Я три раза писал об их освобождении, но СИМХОВИЧ, началь­ник IV-ro отдела, говорил: «Пойдите к ФЕДОРОВУ». ФЕДОРОВ говорит: пойдите к СИМХОВИЧУ. Потом говорит: «Оставьте поста­новление у меня, вы не так разобрались в этом деле, как это требует­ся, мы дадим более молодому работнику, чем вы, и он разберется».

В результате, если их не лишили жизни, они, безусловно, выйдут на свободу, потому что правда всегда должна восторжествовать.

А что делала парторганизация УГБ в Харькове и здесь? Пле­лись в обозе. Я здесь пять месяцев и партийной работы не вижу, над нами не работают. Мы чекисты, и только. Парткомитет, как будто бы единодушно избранный нами, не работал. Партийную работу та­кую, как требуется в каждой парторганизации, не проводил, все шло самотеком.

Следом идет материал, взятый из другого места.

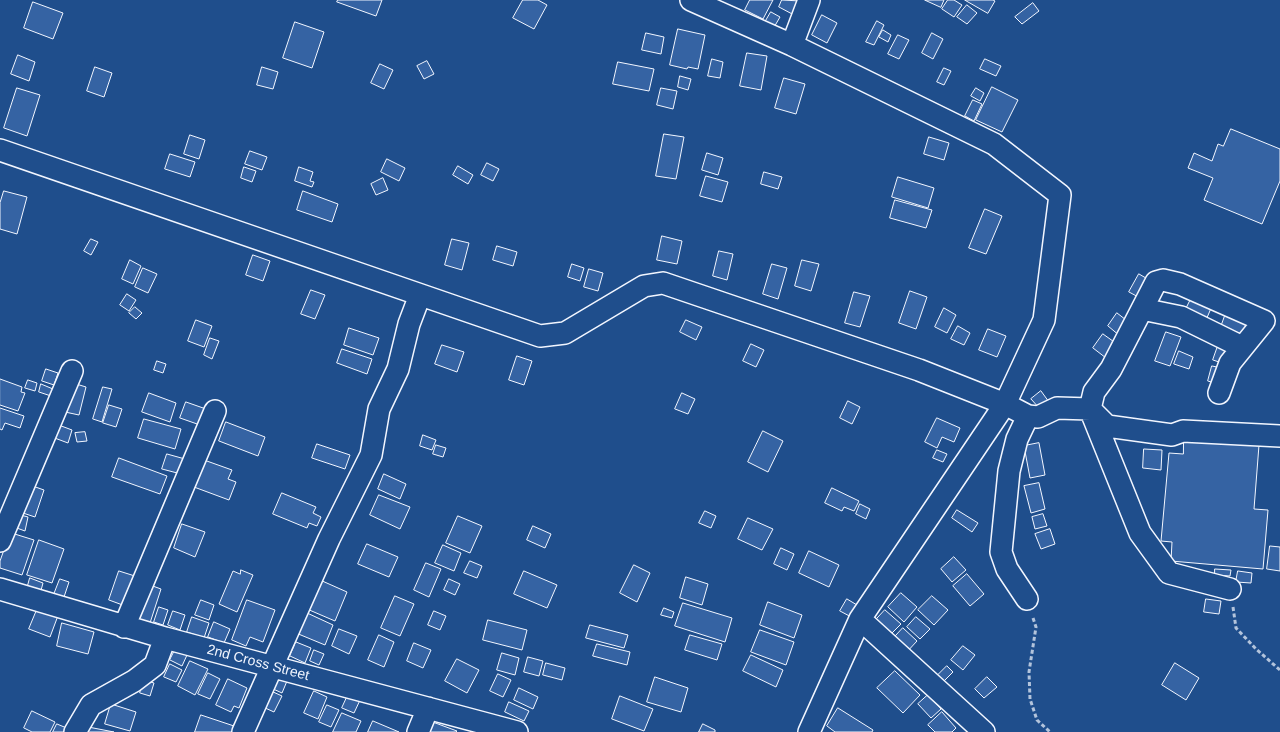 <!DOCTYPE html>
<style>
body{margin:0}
canvas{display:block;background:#1f4e8c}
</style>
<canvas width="1280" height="732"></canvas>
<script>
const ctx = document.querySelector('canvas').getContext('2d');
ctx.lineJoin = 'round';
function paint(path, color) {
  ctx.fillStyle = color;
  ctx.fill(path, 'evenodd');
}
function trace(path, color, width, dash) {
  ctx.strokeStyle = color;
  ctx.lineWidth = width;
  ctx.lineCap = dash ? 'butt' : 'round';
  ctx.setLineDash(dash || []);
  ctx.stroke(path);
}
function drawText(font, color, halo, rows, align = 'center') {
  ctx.font = font + ' Arial,sans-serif';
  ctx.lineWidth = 4;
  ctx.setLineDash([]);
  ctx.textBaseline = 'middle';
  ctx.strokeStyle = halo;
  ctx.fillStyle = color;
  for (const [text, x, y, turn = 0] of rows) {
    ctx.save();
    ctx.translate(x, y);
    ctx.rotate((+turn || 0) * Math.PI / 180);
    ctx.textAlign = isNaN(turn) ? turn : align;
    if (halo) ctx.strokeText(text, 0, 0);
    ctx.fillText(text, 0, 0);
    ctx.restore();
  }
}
const building = new Path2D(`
 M338,0H382L376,16L337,2Z
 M523,0H538L547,5L534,29L513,18Z
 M750,0H773L763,19L745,10Z
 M782,0L801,1L794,15L779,7Z
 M925,0H944L941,7Z
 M948,0H954L962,5L954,17L942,9Z
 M965,0H993L995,1L988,13Z
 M33,2L63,13L53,39L24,28Z
 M1033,3L1039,11L1022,24L1015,17Z
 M967,5L977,13L967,24L957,17Z
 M771,12L780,17L773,29L764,24Z
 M822,15L837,23L827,43L812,35Z
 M877,21L884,25L874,45L866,42Z
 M295,22L324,32L312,68L283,58Z
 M678,29L705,35L698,69L688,67L687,69L670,65Z
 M883,30L891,35L888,42L879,37Z
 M646,33L664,37L661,54L642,50Z
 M932,33L943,39L933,59L922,53Z
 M898,35L909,40L899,59L888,54Z
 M747,53L767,56L761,90L740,86Z
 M18,55L35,62L29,81L11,74Z
 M712,59L723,62L720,78L708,76Z
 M985,59L1001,66L996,76L980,69Z
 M427,61L434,74L424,79L417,66Z
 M618,62L654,69L649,91L613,84Z
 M380,64L393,70L384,89L371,83Z
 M95,67L112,73L104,97L87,91Z
 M262,67L278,72L273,89L257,85Z
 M944,68L951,71L944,85L937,82Z
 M680,76L691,79L688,90L678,87Z
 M784,78L805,84L796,114L775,108Z
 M992,87L1018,100L1002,132L976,120Z
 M17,88L40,95L27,136L4,128Z
 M661,88L677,91L673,109L657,105Z
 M976,88L984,93L980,101L971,96Z
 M973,100L982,104L974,121L965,116Z
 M1231,129L1280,149V181L1262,224L1204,200L1213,178L1188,168L1194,153L1212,161L1218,144L1223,146Z
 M664,134L684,137L676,179L656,176Z
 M190,135L205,140L199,159L184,154Z
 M929,137L949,143L944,160L924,154Z
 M250,151L267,157L262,170L245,164Z
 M707,153L723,158L718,175L702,170Z
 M170,154L195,162L190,177L165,169Z
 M387,159L405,168L399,181L381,172Z
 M487,163L499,169L493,181L481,175Z
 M458,166L473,175L468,184L453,175Z
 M244,167L256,171L252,182L241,178Z
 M299,167L313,172L310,181L314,182L312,187L295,181Z
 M764,172L782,177L778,189L761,184Z
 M706,176L728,182L722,202L700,196Z
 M898,177L934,188L928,208L892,197Z
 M383,178L388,190L376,195L371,184Z
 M4,191L27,197L17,234L0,229V203Z
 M303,191L338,204L332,222L297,210Z
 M895,200L932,210L926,228L890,218Z
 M985,209L1002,216L986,254L969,248Z
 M662,236L682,241L677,264L657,260Z
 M91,239L98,242L91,255L84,251Z
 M452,239L469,243L462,270L445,265Z
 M497,246L517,252L513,266L493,260Z
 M719,251L733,254L727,280L713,276Z
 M253,255L270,261L263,281L246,275Z
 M130,260L141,266L133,284L122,279Z
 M802,260L819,264L811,291L795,286Z
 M572,264L584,268L580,281L568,277Z
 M772,264L787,268L778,299L763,294Z
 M143,268L157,274L148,293L135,287Z
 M589,269L603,273L598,291L584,287Z
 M1139,274L1151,281L1142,299L1129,292Z
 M311,290L325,295L315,319L301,314Z
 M910,291L927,297L916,329L899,323Z
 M854,292L870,296L860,327L845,323Z
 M127,294L136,300L129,311L120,305Z
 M1192,297L1212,306L1206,320L1185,311Z
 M135,307L142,313L136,319L129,313Z
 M944,308L956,315L947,333L935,327Z
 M1117,313L1130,323L1120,336L1108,326Z
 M1226,313L1247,322L1242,336L1221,327Z
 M196,320L212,326L204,347L188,341Z
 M686,320L702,327L696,340L680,332Z
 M958,326L970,333L964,345L951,339Z
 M349,328L379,338L373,355L344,345Z
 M988,329L1006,336L997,357L979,350Z
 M1166,332L1181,337L1170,366L1155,361Z
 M1103,334L1117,344L1106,358L1093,348Z
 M210,338L219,341L212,359L204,355Z
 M1219,343L1231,347L1225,364L1213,360Z
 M751,344L764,350L756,367L743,361Z
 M442,345L464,352L457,372L435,364Z
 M342,349L372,359L367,374L337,363Z
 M1179,351L1193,357L1189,369L1174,364Z
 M517,356L532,361L524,385L509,380Z
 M157,361L166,364L163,373L154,370Z
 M1212,366L1222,368L1217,384L1208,381Z
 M46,369L58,373L54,385L42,381Z
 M0,379L22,387L21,392L25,393L18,411L0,405Z
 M28,380L37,383L35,391L25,388Z
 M73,383L86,387L79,415L65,412Z
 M41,384L53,389L51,396L39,392Z
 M103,387L112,389L102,422L93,419Z
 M1041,391L1049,402L1040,409L1031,399Z
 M149,393L176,403L170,422L142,412Z
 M682,393L695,399L688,414L675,409Z
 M848,401L860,407L852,424L840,418Z
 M186,402L206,409L200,425L180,418Z
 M109,405L122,409L116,427L103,423Z
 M0,408L24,416L20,428L5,423L2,430L0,429Z
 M937,418L960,428L954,442L942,437L937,448L925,442Z
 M144,419L181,429L175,449L138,438Z
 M226,422L265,437L258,456L219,441Z
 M56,424L72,430L68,443L52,437Z
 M763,431L783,441L768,472L748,462Z
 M85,432L87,441L77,442L75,433Z
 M1184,433L1259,445L1254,509L1268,510L1263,569L1171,561L1172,542L1161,541L1169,453L1183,454Z
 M423,435L436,440L432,450L420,446Z
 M1039,443L1045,475L1030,478L1024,446Z
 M317,444L350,455L345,469L312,458Z
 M436,445L446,448L443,457L433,454Z
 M1144,449L1162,450L1161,470L1143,468Z
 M937,450L947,454L943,462L933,458Z
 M167,454L185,459L181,474L162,469Z
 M119,458L167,476L160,494L112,477Z
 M204,460L232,470L228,479L236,482L229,500L194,487Z
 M384,474L406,484L400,499L378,489Z
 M1039,483L1045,509L1031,513L1024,486Z
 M27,484L44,490L35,517L17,511Z
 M832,488L859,501L854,511L844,507L842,511L825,503Z
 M282,493L316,507L313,513L321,517L317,526L309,523L307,528L273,514Z
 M379,495L410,507L400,529L370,515Z
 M860,504L870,509L866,519L856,514Z
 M957,510L978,523L972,532L952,518Z
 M705,511L716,516L711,528L699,523Z
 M17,514L28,517L25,531L14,527Z
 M1043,514L1047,526L1035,529L1032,517Z
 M458,516L482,526L470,553L446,543Z
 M748,518L773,529L762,550L738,539Z
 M182,524L205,532L195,557L174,548Z
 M533,526L551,534L545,548L527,540Z
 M1050,529L1055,544L1041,549L1035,534Z
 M5,531L34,540L22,575L0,568V561L5,547Z
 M39,540L64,549L52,583L27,575Z
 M367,544L398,557L389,577L358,564Z
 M443,545L461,553L454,571L435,563Z
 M1270,546L1280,547V571L1267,569Z
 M781,548L794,554L787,570L774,564Z
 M809,551L839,565L829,587L799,573Z
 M954,557L966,570L952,582L941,569Z
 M470,561L482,566L477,578L464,573Z
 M426,563L441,569L429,597L414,590Z
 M634,565L650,573L637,602L620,593Z
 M1215,569L1231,570L1230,576L1215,575Z
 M241,570L253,575L237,612L219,604L233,571L240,574Z
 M119,571L138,577L128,607L109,600Z
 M524,571L557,585L547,608L514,594Z
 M1238,571L1252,573L1251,583L1236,582Z
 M967,574L984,594L970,606L953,586Z
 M686,577L708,584L702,605L680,598Z
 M30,578L43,583L40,594L27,589Z
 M60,579L69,582L63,600L53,597Z
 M449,579L460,584L455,595L444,590Z
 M320,580L347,592L335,621L307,609Z
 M150,585L161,589L150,623L133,617Z
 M901,593L917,607L904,622L888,607Z
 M395,596L414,604L400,636L381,628Z
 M932,596L948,610L934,625L918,610Z
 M847,599L862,608L855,619L840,611Z
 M1206,599L1221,601L1219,614L1204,612Z
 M201,600L214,605L209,620L195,615Z
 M247,600L275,610L263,642L250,637L246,646L232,640Z
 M768,602L802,615L794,638L760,625Z
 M683,603L732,618L725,642L675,626Z
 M39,605L59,613L50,637L29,629Z
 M159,607L168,610L163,625L154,622Z
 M664,608L674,612L672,618L661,615Z
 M885,610L901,624L887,638L872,624Z
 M173,611L185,615L180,630L168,625Z
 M434,611L446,616L440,630L428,625Z
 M305,612L333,625L325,645L296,633Z
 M192,617L209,623L204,638L187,632Z
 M916,617L930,629L920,639L907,627Z
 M488,620L527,630L522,650L483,640Z
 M214,622L230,629L224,643L208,637Z
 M62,623L94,632L88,654L57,646Z
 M590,625L628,635L624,648L586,638Z
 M903,628L917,641L905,654L891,641Z
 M339,629L357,636L349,654L332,646Z
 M760,630L794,642L786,665L751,652Z
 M379,635L394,642L384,667L368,660Z
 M690,635L722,644L717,660L685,650Z
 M296,642L311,648L305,663L290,656Z
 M414,643L431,650L423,668L407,661Z
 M597,644L630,652L627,665L593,656Z
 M963,646L975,655L963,670L951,660Z
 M175,650L187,655L182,666L170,660Z
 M314,650L324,654L319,665L310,661Z
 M502,653L519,658L515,675L497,670Z
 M751,655L783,670L776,687L743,671Z
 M528,657L543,661L539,676L524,672Z
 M457,659L479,670L467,693L445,681Z
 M190,661L208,669L195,695L178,686Z
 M546,663L565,668L562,680L543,675Z
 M1175,663L1199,678L1186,700L1162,685Z
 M170,664L182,670L176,682L164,677Z
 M947,666L953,672L944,681L938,675Z
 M895,671L920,695L903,713L877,688Z
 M208,673L220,679L210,699L198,694Z
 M498,674L511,680L503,697L490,691Z
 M276,676L287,681L282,693L271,688Z
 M655,677L688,688L681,712L647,702Z
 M987,677L997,687L984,698L975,689Z
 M228,679L247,688L239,708L234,706L231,712L216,705Z
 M144,680L154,683L150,696L140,693Z
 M519,688L538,697L533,709L514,700Z
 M271,691L282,696L274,712L263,707Z
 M314,691L327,697L318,719L304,713Z
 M349,693L361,698L354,713L342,708Z
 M928,695L941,709L931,718L918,704Z
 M620,696L653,709L644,731L612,719Z
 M509,702L529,711L524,721L505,712Z
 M111,704L136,712L130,731L105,724Z
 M327,705L339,710L331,727L319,722Z
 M838,708L873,730L872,732H835L827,726Z
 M32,711L55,722L50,732H32L24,728Z
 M942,712L956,728L952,732H935L928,725Z
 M342,713L361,721L356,732H333Z
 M201,715L234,726L232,732H195Z
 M373,721L399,732H368Z
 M430,721L457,731L456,732H426Z
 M57,724L69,729L68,732H53Z
 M703,724L715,730V732H699Z
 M83,726L114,732H82Z`);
paint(building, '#3563a3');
trace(building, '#f2f6ff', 1);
const minor = new Path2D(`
 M691,0L792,45L994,144L1060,195L1044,320L1005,404L1028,416L1038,417L1057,408L1090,409L1107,426L1172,435L1183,431L1280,436
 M792,45L809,0
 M0,150L540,336L565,333L644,286L663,283L919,370L1005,404L860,619L809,732
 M1142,309L1181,317L1242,347
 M1219,393L1230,363L1264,321L1180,284L1163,280L1156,282L1111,369L1094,392L1090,409L1140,533L1169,573L1230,589
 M0,541L72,371
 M0,589L165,638L517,732
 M1027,599L1007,569L1001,552L1009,471L1017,439L1028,416
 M860,619L984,732
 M124,627L215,411
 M75,732L91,705L134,681L155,665L165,638
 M243,732L329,539L371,455L379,409L398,369L409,324L420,295
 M418,732L428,708`);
trace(minor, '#f2f6ff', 24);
trace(new Path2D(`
 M1233,607L1236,628L1256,649L1280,670
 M1033,618L1036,627L1029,672L1030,699L1037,720L1050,732`), '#b3c4dc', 3, [4, 2.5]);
trace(minor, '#1f4e8c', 21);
drawText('14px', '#f2f6ff', '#1f4e8c', [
 ["2nd Cross Street",258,663,15]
]);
</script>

Тов. СЕРДЮК, мы все, сидящие здесь по воле вражеского ру­ководства, превращались в какую-то касту. Между работниками ЧК-ГПУ-НКВД и партией была создана врагами китайская стена: это им было выгодно, и никак эту стену нельзя было пробить. Где, скажите пожалуйста, видано, чтобы чекист превратился в какой-то манекен? Приказание начальника для него святое дело. А какое приказание отдавалось — мы разбирались? Выполняли его часто по-казенному, а не по-партийному.

Очень часто это ограничивалось тем, что стал во фронт: «Есть, ваше приказание будет выполнено».

Это солдафонство должно быть выкорчевано, это не партийный стиль работы. Нас партия так не учит. Мы ежедневно, ежечасно долж­ны изучать историю партии, на ее традициях должны строить свою работу, но мы ее не изучаем: если мы приходим на партийную школу, то мы отсиживаем эти часы, потому что мы не имеем возможности изучать историю партии. Мы раньше (в особенности) от усталости валились с ног. Мне скажут, возможно, что это неправда. Нет, прав­да, товарищи. Я лично кончал работу, начиная с августа 1937 года по 25-е июня 1938, в 6-7 часов утра. Я не зная отдыха, очень часто без выходных дней я не имел времени, чтобы уделить внимание себе, де­тям своим, которых я должен воспитать в большевистском духе.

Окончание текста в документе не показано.